Collected data entries
—————
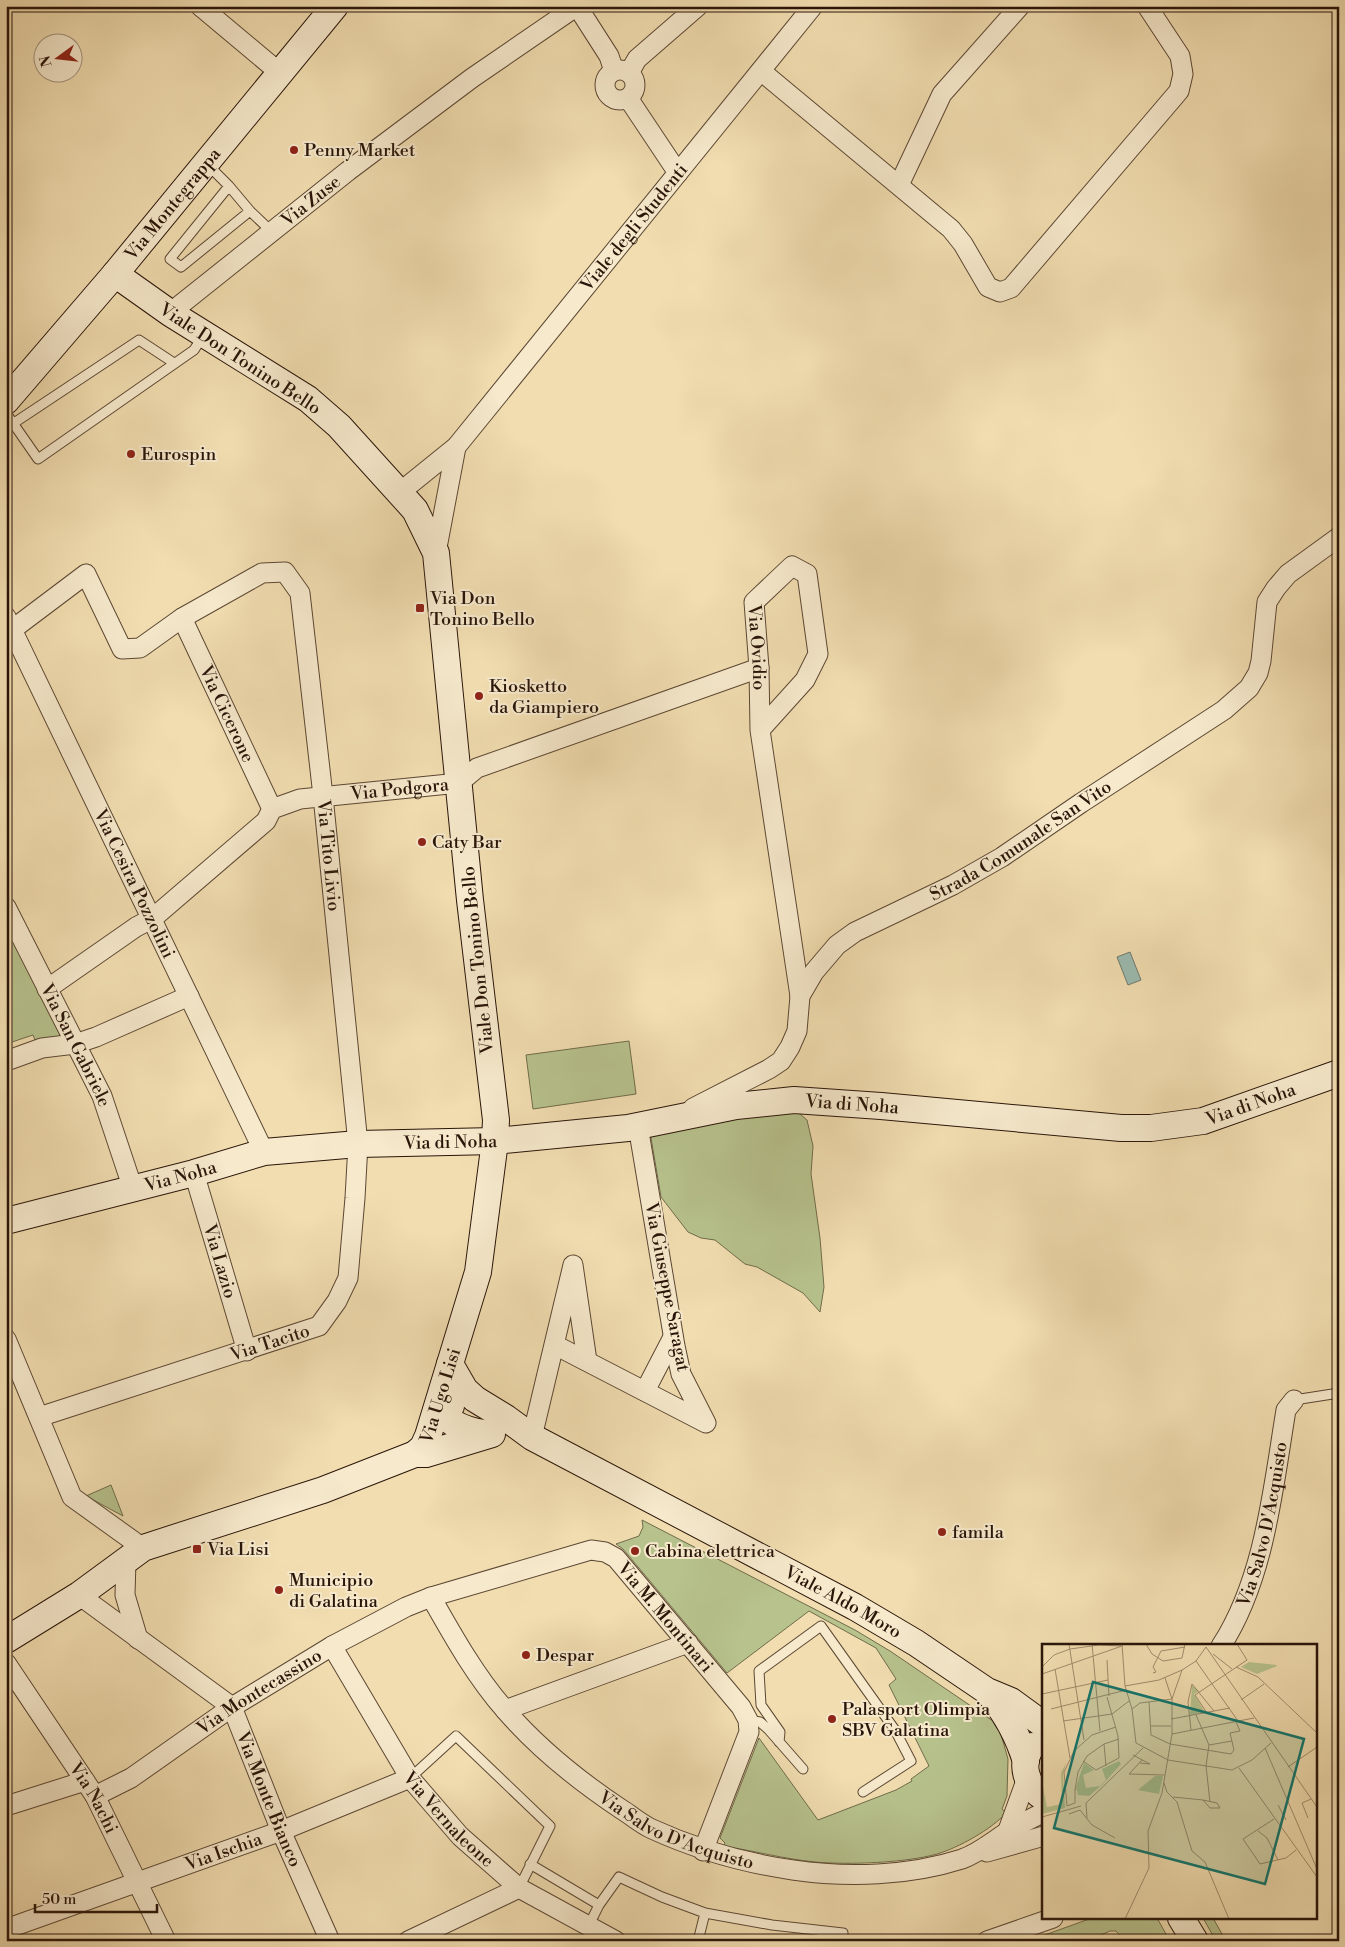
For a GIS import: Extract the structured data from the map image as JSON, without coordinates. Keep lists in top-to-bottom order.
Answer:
{
  "streets": {
    "main road": [
      "Via Montegrappa",
      "Viale Don Tonino Bello",
      "Via di Noha",
      "Via Noha",
      "Via Ugo Lisi",
      "Viale Aldo Moro"
    ],
    "street": [
      "Via Zuse",
      "Viale degli Studenti",
      "Via Ovidio",
      "Via Cicerone",
      "Via Podgora",
      "Strada Comunale San Vito",
      "Via Tito Livio",
      "Via Cesira Pozzolini",
      "Via San Gabriele",
      "Via Lazio",
      "Via Giuseppe Saragat",
      "Via Tacito",
      "Via Salvo D'Acquisto",
      "Via M. Montinari",
      "Via Montecassino",
      "Via Nachi",
      "Via Monte Bianco",
      "Via Vernaleone",
      "Via Ischia"
    ]
  },
  "crossings": [
    ["Via Zuse", "Viale Don Tonino Bello"],
    ["Via Montegrappa", "Viale Don Tonino Bello"],
    ["Viale degli Studenti", "Viale Don Tonino Bello"],
    ["Viale Don Tonino Bello", "Via Podgora"],
    ["Viale Don Tonino Bello", "Via di Noha"],
    ["Viale Don Tonino Bello", "Via Ugo Lisi"],
    ["Via Ovidio", "Via Podgora"],
    ["Via Ovidio", "Strada Comunale San Vito"],
    ["Via Cicerone", "Via Podgora"],
    ["Via Cicerone", "Via Tito Livio"],
    ["Via Podgora", "Via Tito Livio"],
    ["Strada Comunale San Vito", "Via di Noha"],
    ["Via Tito Livio", "Via di Noha"],
    ["Via Tito Livio", "Via Noha"],
    ["Via Tito Livio", "Via Tacito"],
    ["Via Cesira Pozzolini", "Via Noha"],
    ["Via San Gabriele", "Via Noha"],
    ["Via di Noha", "Via Noha"],
    ["Via di Noha", "Via Giuseppe Saragat"],
    ["Via di Noha", "Via Tacito"],
    ["Via di Noha", "Via Ugo Lisi"],
    ["Via Noha", "Via Lazio"],
    ["Via Noha", "Via Tacito"],
    ["Via Lazio", "Via Tacito"],
    ["Via Ugo Lisi", "Viale Aldo Moro"],
    ["Via Salvo D'Acquisto", "Via M. Montinari"],
    ["Via Salvo D'Acquisto", "Via Montecassino"],
    ["Via M. Montinari", "Via Montecassino"],
    ["Via Montecassino", "Via Nachi"],
    ["Via Montecassino", "Via Monte Bianco"],
    ["Via Montecassino", "Via Vernaleone"],
    ["Via Nachi", "Via Ischia"],
    ["Via Monte Bianco", "Via Ischia"],
    ["Via Vernaleone", "Via Ischia"]
  ],
  "places": {
    "other": [
      "Penny Market",
      "Eurospin",
      "Kiosketto da Giampiero",
      "Caty Bar",
      "famila",
      "Cabina elettrica",
      "Municipio di Galatina",
      "Despar",
      "Palasport Olimpia SBV Galatina"
    ],
    "transit": ["Via Don Tonino Bello", "Via Lisi"]
  },
  "scale_bar": "50 m",
  "north": "left"
}
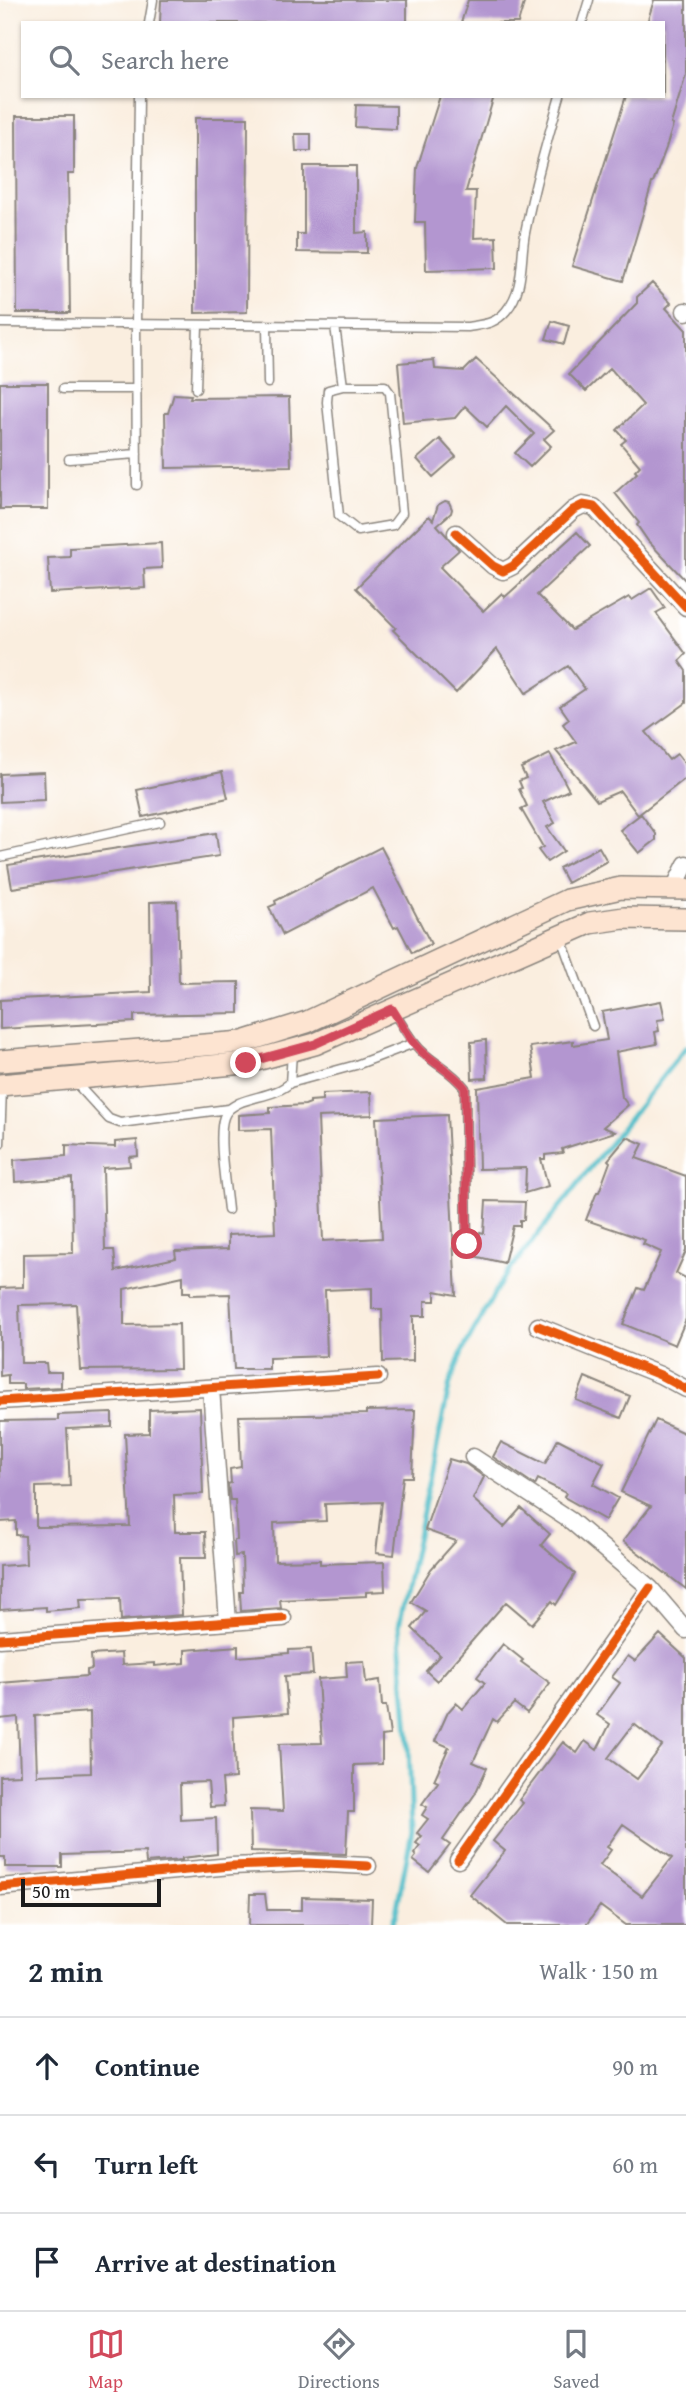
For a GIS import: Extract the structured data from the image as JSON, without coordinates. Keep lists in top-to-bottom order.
{
  "scale_bar": "50 m",
  "page": {
    "search": "Search here",
    "scale": "50 m",
    "heading": ["2 min", "Walk · 150 m"],
    "list": [
      ["Continue", "90 m"],
      ["Turn left", "60 m"],
      "Arrive at destination"
    ],
    "nav": ["Map", "Directions", "Saved"]
  }
}
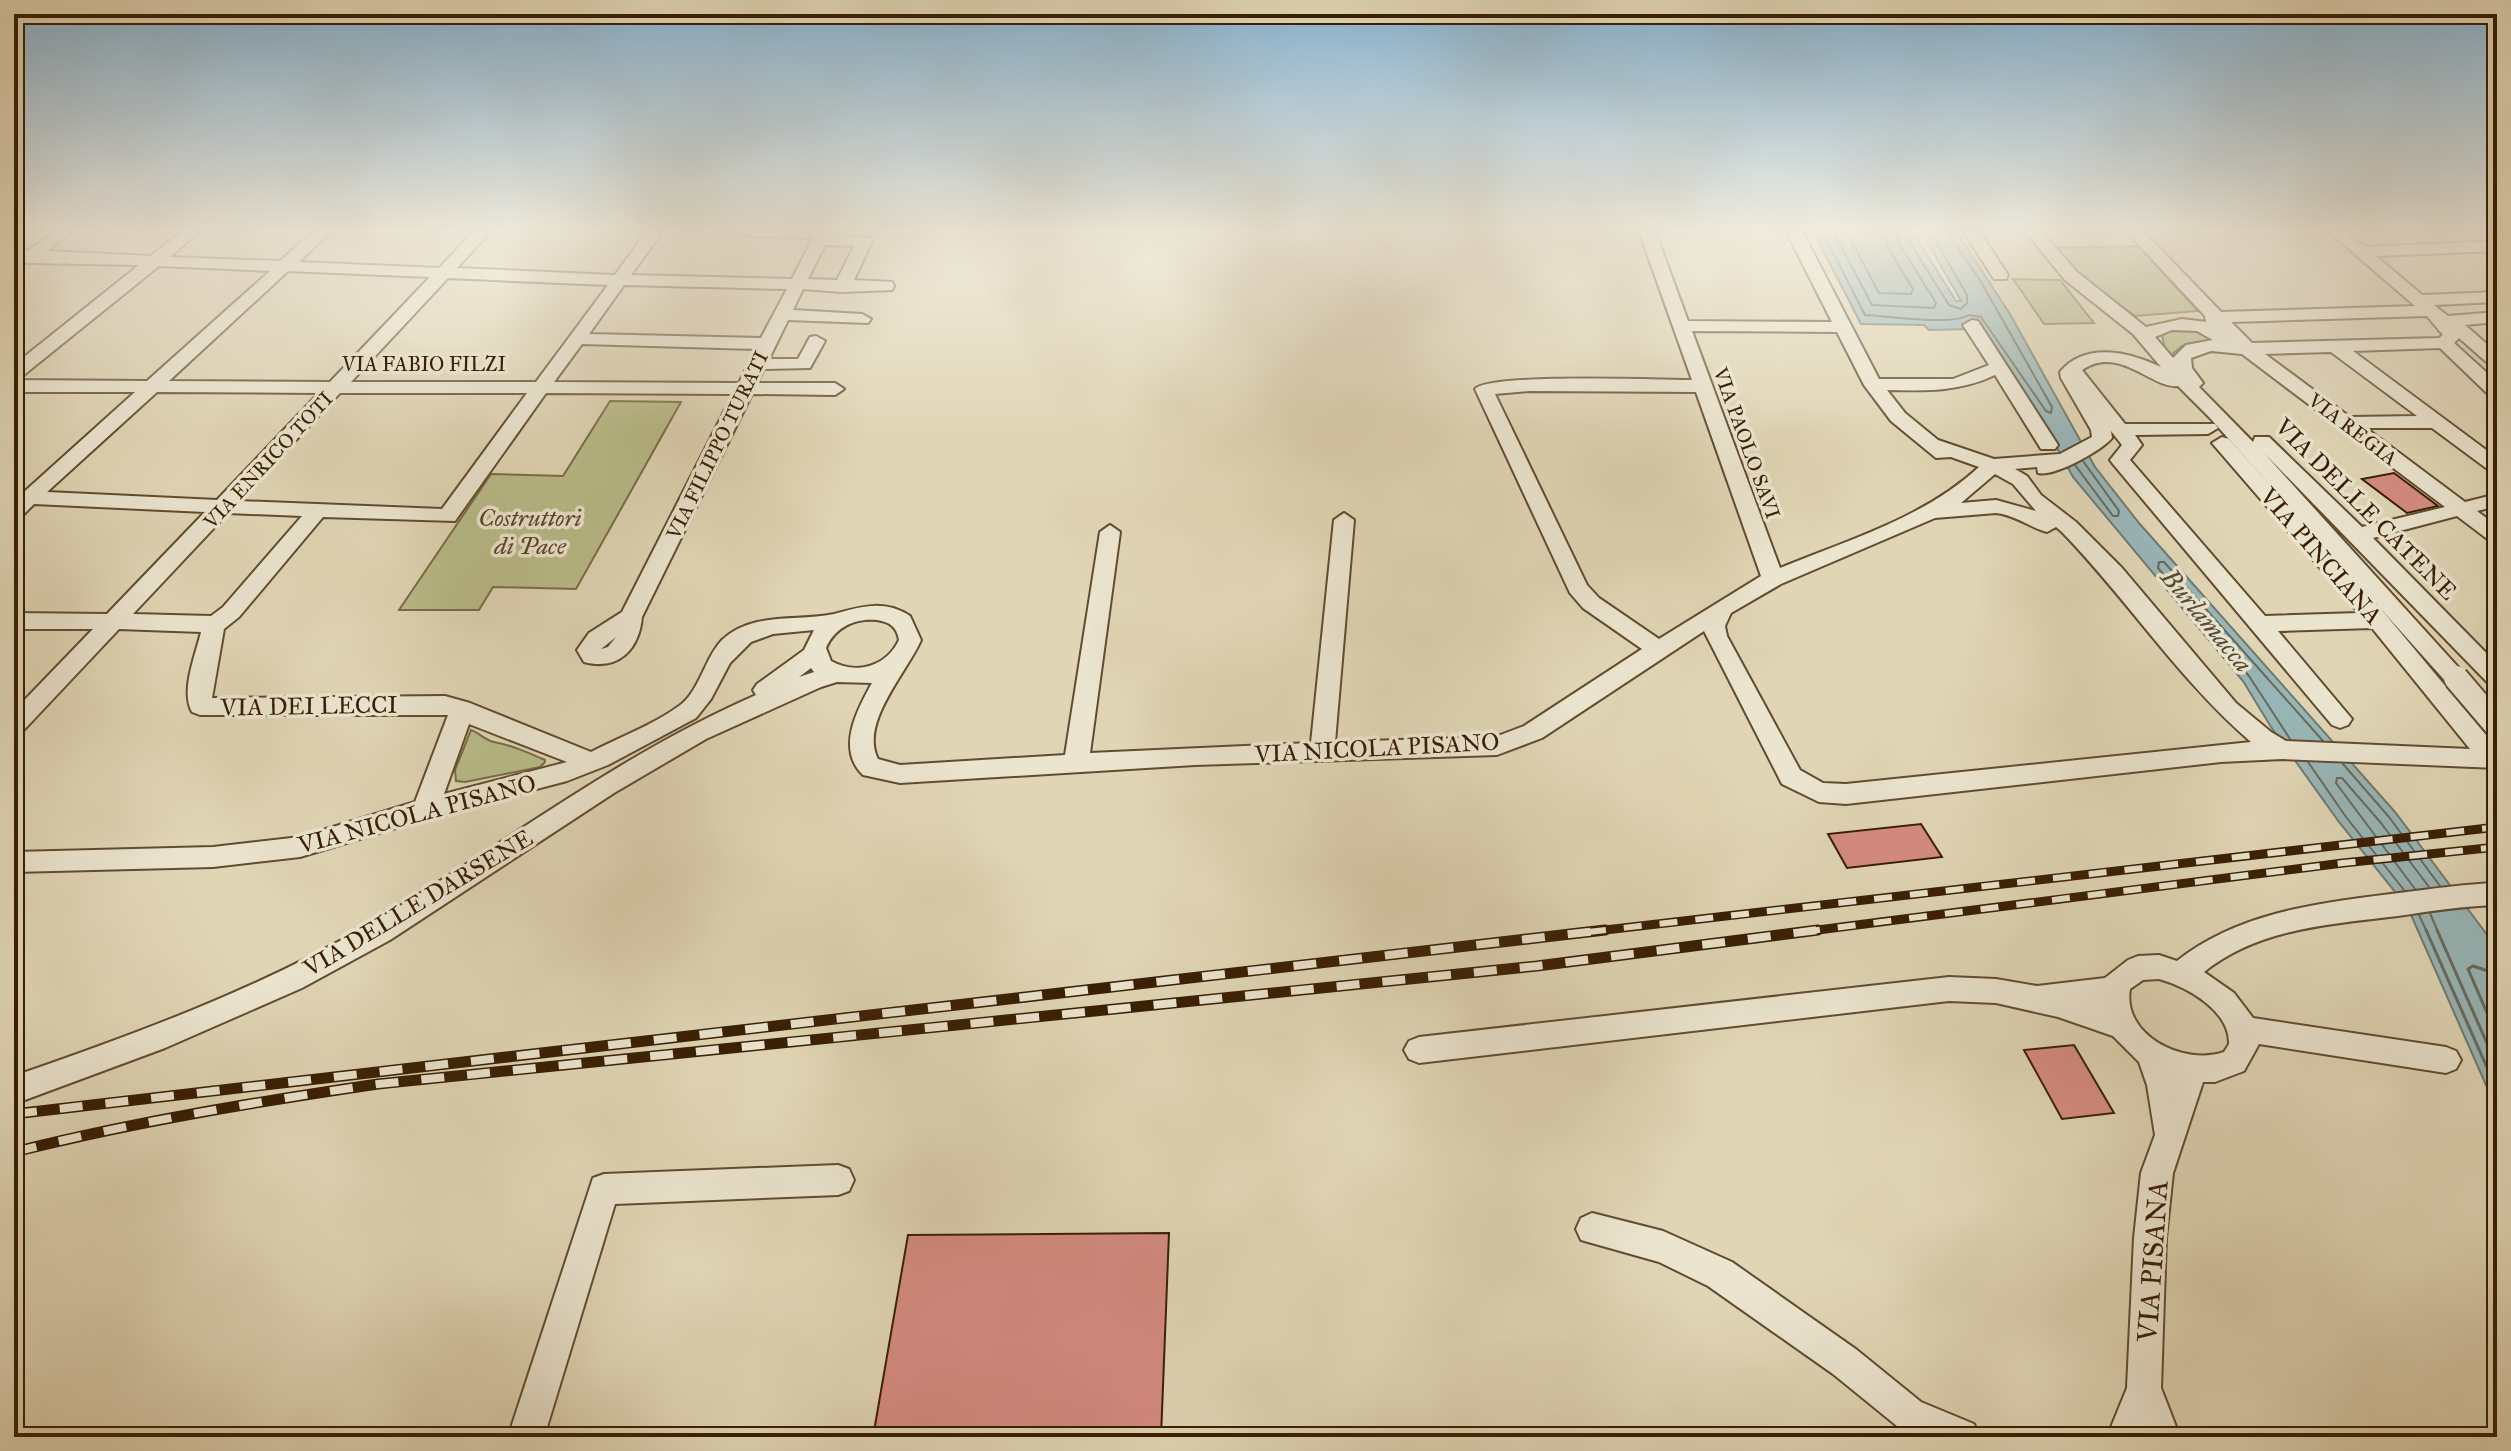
—————
Problem statement:
List every line above that contains the word "Tacito".

Response area:
      "Via Tacito",
    ["Via Tito Livio", "Via Tacito"],
    ["Via di Noha", "Via Tacito"],
    ["Via Noha", "Via Tacito"],
    ["Via Lazio", "Via Tacito"],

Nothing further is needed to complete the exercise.